Ronan (Ronan), Tuesday, 9 March 2004 19:50 (twenty-one years ago)

I think it'd be very easy to read the dance is dead articles and think that there wasn't a real spirit left in the genre or something, or to forget that people actually are still going out and enjoying this music, or having their lives basically dominated by it. There's still no genre which can take over someone's life to the same extent.

Ronan (Ronan), Tuesday, 9 March 2004 19:53 (twenty-one years ago)

Dance music has to die once every generation or so. Clears out the bad blood y'know.

Tony Casino, Tuesday, 9 March 2004 19:53 (twenty-one years ago)

So the Boy with X-Ray Eyes grew up to be the Man Who Knew Too Much, and realized that ignorance is bliss, yadda yadda. You really have to possess a young, absorbant mind to be romantically blown off your feet by every new genre derivation -- not too mention being simultaneously repulsed and secretly thrilled by the trendwatching fashionistas invading/hyping the scene. Guess what, the very young aren't very appreciative of being told their scene is dead. If it's dead to you, that doesn't mean it's dead, but it no longer matters what you think.

But my friends and I have reduced this sentiment to an in-joke catchphrase that just gets irritatingly funnier every year since 1997, especially when delivered with tongue-clucking tsk tsk-ery:

"The Metalheadz scene isn't what it used to be."


Ian Christe (Ian Christe), Tuesday, 9 March 2004 19:59 (twenty-one years ago)

Also: he'll be back.

Ian Christe (Ian Christe), Tuesday, 9 March 2004 20:00 (twenty-one years ago)

Im still not really sure how I feel about it. When I read the entry a day or so ago, I bought it completely, and even started to wonder if Western culture as a whole was just dead. I have invested a lot of time in it, and to admit to myself that it is "over" is to really undermine a large commitment.

I think dance, though, maybe more than any other artistic movement/genre or whatever, suffers from the speed at which it progressed. The expectations we have of it are exceedingly high, and since it has only been around (in the current electronic form starting with techno/house) for about 20-25 years (and it was not ubiquitous for 5-10 of those years for many), it becomes much easier to accuse the music of losing the plot, or exhausting its creative energies, especially in relation to rock. In rock, those formal or aural innovations that only lasted a few years are still treated as important, and dont sound dated. Shoegaze only lasted a few years, and yet people still love "Loveless", and I dont think its many fans (or even its detrtactors) hear it as being just an artifact from the early 90s, and I dont see anyone lamenting the moevement's death in the same way that one could lament the short hypercreative lifespan of jungle (and you could insert any micr-scene in the place of shoegaze and jungle). Additionally, a jungle record from 1994 holds more potential as an artifact than "Loveless". In other words, "Original Nuttah" sounds more like 1994 than "Loveless" sounds like 1991. Something about the ubiquity of rock, and its culture and attitudes, makes it sound less dated (of course, rock rarely proclaims to be the future, or at least not in the same shiny, plastic sort of way).

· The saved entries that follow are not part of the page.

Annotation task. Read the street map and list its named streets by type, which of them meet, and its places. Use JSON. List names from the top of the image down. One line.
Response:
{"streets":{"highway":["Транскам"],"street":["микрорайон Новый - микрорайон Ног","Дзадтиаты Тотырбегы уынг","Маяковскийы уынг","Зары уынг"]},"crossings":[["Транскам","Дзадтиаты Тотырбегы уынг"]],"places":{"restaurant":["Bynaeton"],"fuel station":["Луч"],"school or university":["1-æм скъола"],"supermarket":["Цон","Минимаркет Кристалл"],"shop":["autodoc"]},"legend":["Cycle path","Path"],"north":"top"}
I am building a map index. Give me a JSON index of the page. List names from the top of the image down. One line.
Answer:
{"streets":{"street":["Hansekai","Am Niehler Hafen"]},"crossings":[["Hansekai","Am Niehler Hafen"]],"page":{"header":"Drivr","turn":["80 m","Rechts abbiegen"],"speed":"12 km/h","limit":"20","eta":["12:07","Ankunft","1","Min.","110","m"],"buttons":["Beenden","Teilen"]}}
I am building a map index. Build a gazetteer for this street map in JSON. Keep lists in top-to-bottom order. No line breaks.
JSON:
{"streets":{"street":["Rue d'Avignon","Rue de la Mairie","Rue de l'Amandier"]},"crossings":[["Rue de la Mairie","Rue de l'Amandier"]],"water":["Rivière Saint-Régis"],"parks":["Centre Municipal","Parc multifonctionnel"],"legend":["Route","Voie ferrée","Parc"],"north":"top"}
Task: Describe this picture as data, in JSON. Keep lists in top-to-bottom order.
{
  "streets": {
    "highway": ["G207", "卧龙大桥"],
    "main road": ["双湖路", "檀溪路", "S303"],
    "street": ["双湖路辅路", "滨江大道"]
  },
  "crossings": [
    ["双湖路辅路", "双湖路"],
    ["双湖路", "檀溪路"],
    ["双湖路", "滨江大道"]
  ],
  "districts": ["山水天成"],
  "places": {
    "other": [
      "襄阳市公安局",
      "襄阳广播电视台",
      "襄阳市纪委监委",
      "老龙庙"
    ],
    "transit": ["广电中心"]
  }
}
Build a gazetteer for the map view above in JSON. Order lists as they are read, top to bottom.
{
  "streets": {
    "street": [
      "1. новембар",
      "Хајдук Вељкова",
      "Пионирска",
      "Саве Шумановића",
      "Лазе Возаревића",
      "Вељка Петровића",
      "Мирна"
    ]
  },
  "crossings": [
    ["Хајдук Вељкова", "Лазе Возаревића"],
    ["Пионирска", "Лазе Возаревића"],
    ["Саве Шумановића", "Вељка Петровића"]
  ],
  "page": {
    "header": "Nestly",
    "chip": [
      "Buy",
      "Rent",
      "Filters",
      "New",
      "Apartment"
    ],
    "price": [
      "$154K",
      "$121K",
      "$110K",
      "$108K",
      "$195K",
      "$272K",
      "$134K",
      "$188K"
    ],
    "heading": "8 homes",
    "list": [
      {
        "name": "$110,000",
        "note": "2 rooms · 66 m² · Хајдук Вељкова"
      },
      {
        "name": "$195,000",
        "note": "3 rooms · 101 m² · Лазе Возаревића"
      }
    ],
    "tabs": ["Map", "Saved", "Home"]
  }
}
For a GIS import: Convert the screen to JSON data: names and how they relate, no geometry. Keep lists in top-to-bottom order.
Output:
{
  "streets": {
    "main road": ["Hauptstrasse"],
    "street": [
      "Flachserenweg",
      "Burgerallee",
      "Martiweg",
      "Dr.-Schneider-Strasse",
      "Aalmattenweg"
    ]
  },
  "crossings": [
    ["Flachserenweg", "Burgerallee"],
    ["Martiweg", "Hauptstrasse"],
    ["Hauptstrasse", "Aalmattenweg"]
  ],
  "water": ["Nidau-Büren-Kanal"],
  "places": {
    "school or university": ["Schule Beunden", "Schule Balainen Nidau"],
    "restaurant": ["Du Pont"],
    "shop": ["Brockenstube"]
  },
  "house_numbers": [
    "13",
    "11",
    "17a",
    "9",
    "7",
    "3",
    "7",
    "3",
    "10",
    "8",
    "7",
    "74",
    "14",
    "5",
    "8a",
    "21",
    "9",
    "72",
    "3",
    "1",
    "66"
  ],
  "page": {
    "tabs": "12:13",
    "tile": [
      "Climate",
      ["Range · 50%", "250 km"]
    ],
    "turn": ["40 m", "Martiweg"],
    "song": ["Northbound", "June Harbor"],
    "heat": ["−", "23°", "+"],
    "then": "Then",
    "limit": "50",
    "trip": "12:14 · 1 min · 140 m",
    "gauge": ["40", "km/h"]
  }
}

I think the "death of dance" or whatever really can be ascribed to the failure to implant certain aspects of its culture into minds and media. The anti-rockism of singles, of anonymous DJs in dark spaces simply playing records, of club profiles, experience profiles in magaazines instead of artist features, has collapsed under the weight of branded mix cds. Local scenes, like the one in DC, barely seem to exist, because so many people have become used to looking in the paper to see what names are coming to town, even their local DJs have the same records, the same mixing ability, etc. I read once that Kenny Larkin's "Azymuth" from 1994 was the first techno album to feature the creator on the cover, which still astounds me.

I am tempted to say that club culture needs to go back to basics, needs to codify all of the unspoken assumptions that underly the culture, and to try to figure out what can be done in practical terms to ensure their continuation, their obviousness to everyone involved. People coming into the scene now dont even know there was ever anything more to it than what they are doing now, which is simple going out and getting fucked up, and maybe trying to pull. and there is not necessarily anything wrong with that. I dont want the music and its fans to be all overserious urban connoisseurs, but i think there needs to be a better balance than what now exists. In the past, the scene seemed to be a mix of technerds and druggers, but it was a community, whereas now it feels to me more like a schism.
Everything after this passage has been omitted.